Problem description:
Only some lines are wanted. Transcribe, exactly, the lines below from the line with "function trace(path, color, width, dash)" up to and including the line with "c.font = font".

[Stored items]
* * *
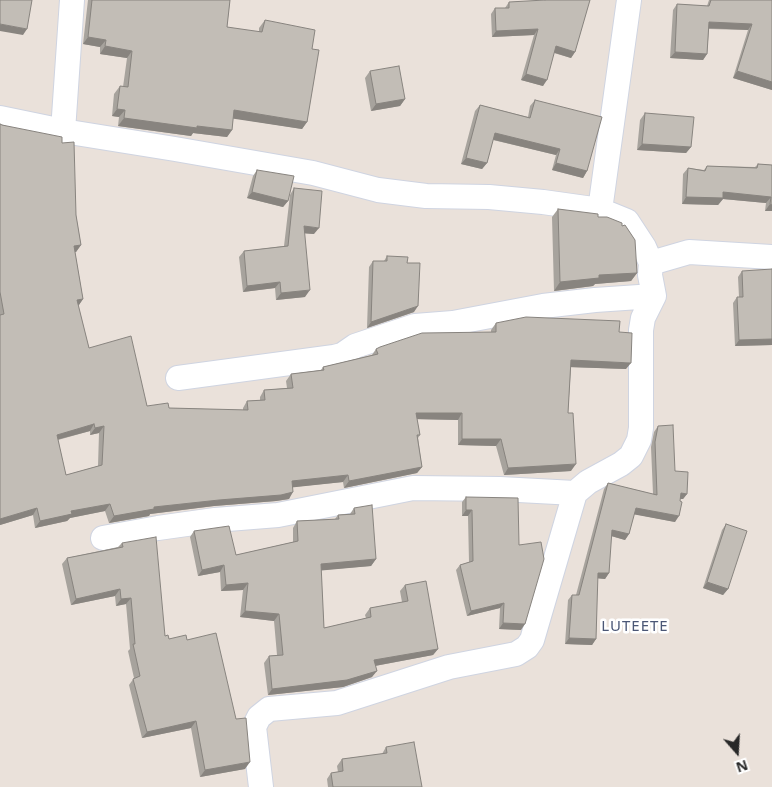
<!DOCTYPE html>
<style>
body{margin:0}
#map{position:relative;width:772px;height:787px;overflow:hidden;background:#eae1da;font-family:"Noto Sans",sans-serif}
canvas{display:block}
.north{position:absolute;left:712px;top:727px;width:50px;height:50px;-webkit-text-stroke:4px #fff;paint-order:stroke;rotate:161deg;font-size:14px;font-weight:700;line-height:20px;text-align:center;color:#282828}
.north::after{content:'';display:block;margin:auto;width:18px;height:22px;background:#282828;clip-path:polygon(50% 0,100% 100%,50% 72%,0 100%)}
</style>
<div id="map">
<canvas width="772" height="787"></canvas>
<div class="north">N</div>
</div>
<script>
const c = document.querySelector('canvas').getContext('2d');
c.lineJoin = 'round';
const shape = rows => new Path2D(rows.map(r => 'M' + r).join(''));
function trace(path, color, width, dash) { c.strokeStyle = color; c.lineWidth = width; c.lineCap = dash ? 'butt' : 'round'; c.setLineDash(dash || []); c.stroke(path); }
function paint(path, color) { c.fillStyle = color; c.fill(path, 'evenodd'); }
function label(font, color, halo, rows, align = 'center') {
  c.font = font + ' "Noto Sans",sans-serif'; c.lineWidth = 5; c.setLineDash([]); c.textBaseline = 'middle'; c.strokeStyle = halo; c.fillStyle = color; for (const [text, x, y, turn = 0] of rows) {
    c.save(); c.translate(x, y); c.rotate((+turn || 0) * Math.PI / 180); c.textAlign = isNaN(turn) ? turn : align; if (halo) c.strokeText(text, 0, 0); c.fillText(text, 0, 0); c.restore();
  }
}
const street = shape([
 [0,118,63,131,175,149,313,173,378,190,426,196,489,197,543,202,600,210,627,221,644,247,651,263,650,275,654,296,643,318,641,330,641,428,639,440,631,456,621,464,588,482,575,493,532,640,527,647,516,654,449,667,337,703,269,709,259,717,254,727,261,787],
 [63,131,72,0],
 [600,210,629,0],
 [651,263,689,252,772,257],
 [178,378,334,357,342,355,355,346,415,326,453,323,543,306,595,300,654,296],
 [103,538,158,528,215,520,278,515,413,488,500,489,575,493]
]);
trace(street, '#cfd4e1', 26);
trace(street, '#fff', 24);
paint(shape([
 [88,0,230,0,227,27,259,32,259,28,265,20,312,49,307,122,302,129,233,118,232,130,227,137,193,133,191,136,118,126,119,117,112,116,114,94,120,86,123,87,127,58,100,54,100,47,83,44],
 [709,0,772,0,772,90,733,78,748,30,709,29,707,54,703,60,670,58,673,10,677,4,707,6],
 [509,2,588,6,575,52,571,58,554,53,543,86,521,80,534,35,492,37,491,14,495,8,505,8],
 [370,71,405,99,400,106,371,111,365,78],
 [535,100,587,171,583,178,552,170,556,155,493,140,487,163,482,169,461,164,475,111,480,105,528,117,530,106],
 [645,113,691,147,686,153,637,150,640,120],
 [0,124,62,143,76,215,81,245,76,252,75,252,83,299,78,306,89,348,147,406,169,408,243,410,243,408,247,401,260,400,260,397,264,390,287,388,286,381,291,374,321,370,323,367,372,355,376,349,491,332,491,330,496,323,619,332,626,369,571,367,568,413,571,471,504,475,496,446,458,445,458,420,417,419,420,435,418,438,422,467,417,473,344,488,343,482,293,487,289,499,276,501,214,506,150,514,149,516,109,523,105,511,70,518,67,521,35,528,33,515,0,525],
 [90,431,90,435,99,433,98,466,66,475,58,440],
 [758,164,772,165,772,211,765,211,766,203,723,199,718,205,682,204,683,174,688,168,704,170,707,166,755,167],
 [257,170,288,201,283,207,247,198,253,176],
 [294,188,314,234,304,233,305,297,276,300,275,288,243,292,239,257,244,251,284,246,290,195],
 [558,209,598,217,622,226,637,273,631,281,595,284,593,286,554,291,552,217],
 [387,256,407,263,414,312,367,328,369,267,373,261,384,261],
 [742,271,772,345,735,346,733,303,737,297,739,297,738,277],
 [658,426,675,471,687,494,683,499,680,499,675,522,634,514,629,534,625,540,611,536,609,573,605,579,597,578,596,639,592,645,565,644,568,600,572,595,576,595,604,489,608,483,653,494,651,447,654,432],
 [466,497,521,630,499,629,500,608,467,616,456,570,460,565,469,562,468,516,462,516,462,502],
 [354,508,376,559,371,566,321,570,324,628,366,618,365,615,370,608,402,602,400,591,405,585,438,649,433,655,375,666,372,677,343,687,268,695,264,663,269,656,277,655,274,621,240,617,243,590,221,591,220,572,198,576,190,537,194,531,236,555,293,542,293,528,297,521,335,519,338,515,350,514],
 [726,524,728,589,723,595,703,588,722,530],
 [122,543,165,636,169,639,187,640,245,769,200,777,191,728,142,738,129,685,134,678,128,651,130,649,126,604,116,606,115,596,71,605,62,564,67,558,118,547],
 [386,747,422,787,328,787,327,779,331,773,338,772,337,766,342,759,382,754]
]), '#a7a39d');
paint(shape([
 [709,22,752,24,748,30,705,28],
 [0,24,27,29,23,35,0,31],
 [538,29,534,35,492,37,496,31],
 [88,37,106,40,100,47,83,44],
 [105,46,132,51,127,58,100,54],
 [556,46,575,52,571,58,552,52],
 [675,52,707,54,703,60,670,58],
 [737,71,772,82,772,90,733,78],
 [526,74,547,80,543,86,521,80],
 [405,99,400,106,371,111,376,104],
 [117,109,125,110,119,117,112,116],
 [234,110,307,122,302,129,229,118],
 [124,118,197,126,232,130,227,137,193,133,191,136,118,126],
 [495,133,560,149,556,155,490,139],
 [642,144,691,147,686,153,637,150],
 [466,158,487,163,482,169,461,164],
 [556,163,587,171,583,178,552,170],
 [252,192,288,201,283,207,247,198],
 [723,192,771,197,766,203,723,199,718,205,682,204,686,197],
 [770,204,772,205,772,211,765,211],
 [304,226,319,228,314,234,299,233],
 [81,245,76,252,69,253,74,246],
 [637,273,631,281,595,284,593,286,554,291,560,282,599,275],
 [280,282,275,288,243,292,247,286],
 [310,290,305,297,276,300,281,293],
 [83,299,79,305,72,307,77,300],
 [418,306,414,312,367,328,371,322],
 [772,339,772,345,735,346,739,340],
 [571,360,631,363,626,369,567,367],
 [416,413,462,413,458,420,411,419],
 [94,424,90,431,52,441,57,435],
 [104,426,99,433,90,435,95,428],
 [462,439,501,439,496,446,458,445],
 [576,464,571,471,504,475,508,468],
 [422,467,417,473,344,488,349,481],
 [348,475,343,482,287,488,292,481],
 [293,492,289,499,276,501,214,506,150,514,149,516,109,523,114,516,154,507,219,500],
 [681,493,687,494,683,499,677,499],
 [110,504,105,511,70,518,67,521,35,528,40,521,71,511],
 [37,508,33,515,0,525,0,519],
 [636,508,679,516,675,522,632,514],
 [466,510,472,510,468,516,462,516],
 [612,530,629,534,625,540,608,535],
 [376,559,371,566,316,571,321,564],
 [224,565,220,572,198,576,202,570],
 [598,573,609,573,605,579,594,578],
 [707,582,728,589,723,595,703,588],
 [248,583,243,590,221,591,226,585],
 [120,589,115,596,71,605,76,599],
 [131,598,126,604,116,606,121,599],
 [504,603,500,608,467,616,471,611],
 [245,611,279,614,274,621,240,617],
 [503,623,525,624,521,630,499,629],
 [569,638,596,639,592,645,565,644],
 [438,649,433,655,369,667,374,660],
 [377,671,372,677,343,687,268,695,272,689],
 [196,721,191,728,142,738,147,732],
 [250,762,245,769,200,777,205,770]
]), '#88847f');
const building = shape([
 [0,0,32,0,27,29,0,24,0,0],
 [92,0,230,0,227,27,262,32,265,20,315,30,312,49,319,50,307,122,234,110,232,130,197,126,197,128,124,118,125,110,117,109,120,86,128,87,132,51,105,46,106,40,88,37,92,0],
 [545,0,590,0,575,52,556,46,547,80,526,74,538,29,496,31,495,8,509,8,509,2,545,0],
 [711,0,772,0,772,82,737,71,752,24,709,22,707,54,675,52,677,4,709,6,711,0],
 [399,66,405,99,376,104,370,71,399,66],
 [535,100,602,117,587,171,556,163,560,149,495,133,487,163,466,158,480,105,530,118,535,100],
 [645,113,694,117,691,147,642,144,645,113],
 [0,124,2,125,62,137,62,143,74,142,76,215,81,245,74,246,83,299,77,300,89,348,131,336,147,406,168,403,169,408,248,410,247,401,265,400,264,390,293,388,291,374,324,370,323,367,378,354,376,349,380,347,422,333,496,332,496,323,526,317,620,321,619,332,632,333,631,363,571,360,568,413,573,413,576,464,508,468,501,439,462,439,462,413,416,413,420,435,417,435,422,467,349,481,348,475,292,481,293,492,281,495,219,500,154,507,154,509,114,516,110,504,71,511,72,514,40,521,37,508,0,519,0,315,4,314,0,292,0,124],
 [94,424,95,428,104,426,102,465,66,475,57,435,94,424],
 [758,164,772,165,772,205,770,204,771,197,723,192,723,198,686,197,688,168,705,171,707,166,757,168,758,164],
 [257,170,294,176,288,201,252,192,257,170],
 [294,188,322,191,319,228,304,226,310,290,281,293,280,282,247,286,244,251,288,246,294,188],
 [558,209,598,214,598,217,607,217,622,223,622,226,625,225,635,240,637,273,599,275,599,278,560,282,558,209],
 [387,256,408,257,407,263,420,263,418,306,371,322,373,261,387,261,387,256],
 [772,269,772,339,739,340,737,297,743,297,742,271,772,269],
 [673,425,675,471,688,472,687,494,681,493,680,501,682,502,679,516,636,508,629,534,612,530,609,573,598,573,596,639,569,638,572,595,579,595,608,483,657,495,655,442,658,426,673,425],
 [466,497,518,498,519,545,541,542,544,559,525,624,503,623,504,603,471,611,460,565,473,561,472,510,466,510,466,497],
 [372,505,376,559,321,564,324,628,371,617,370,608,408,601,405,585,426,581,438,649,374,660,377,671,347,680,272,689,269,656,283,655,279,614,245,611,248,583,226,585,224,565,202,570,194,531,229,526,236,555,298,541,297,521,339,519,338,515,355,514,354,508,372,505],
 [726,524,747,531,728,589,707,582,726,524],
 [156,537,165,636,168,635,169,639,186,635,187,640,216,633,236,719,246,718,250,762,205,770,196,721,147,732,133,679,140,676,133,644,135,644,131,598,121,599,120,589,76,599,67,558,123,547,122,543,156,537],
 [414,742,422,787,333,787,331,773,343,771,342,759,387,753,386,747,414,742]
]);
paint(building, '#c2bdb6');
trace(building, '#88847f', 1);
c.letterSpacing = '1px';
label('15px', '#4b5776', '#fff', [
 ["LUTEETE",635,627]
]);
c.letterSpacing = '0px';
</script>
* * *
Exercise response:
function trace(path, color, width, dash) { c.strokeStyle = color; c.lineWidth = width; c.lineCap = dash ? 'butt' : 'round'; c.setLineDash(dash || []); c.stroke(path); }
function paint(path, color) { c.fillStyle = color; c.fill(path, 'evenodd'); }
function label(font, color, halo, rows, align = 'center') {
  c.font = font + ' "Noto Sans",sans-serif'; c.lineWidth = 5; c.setLineDash([]); c.textBaseline = 'middle'; c.strokeStyle = halo; c.fillStyle = color; for (const [text, x, y, turn = 0] of rows) {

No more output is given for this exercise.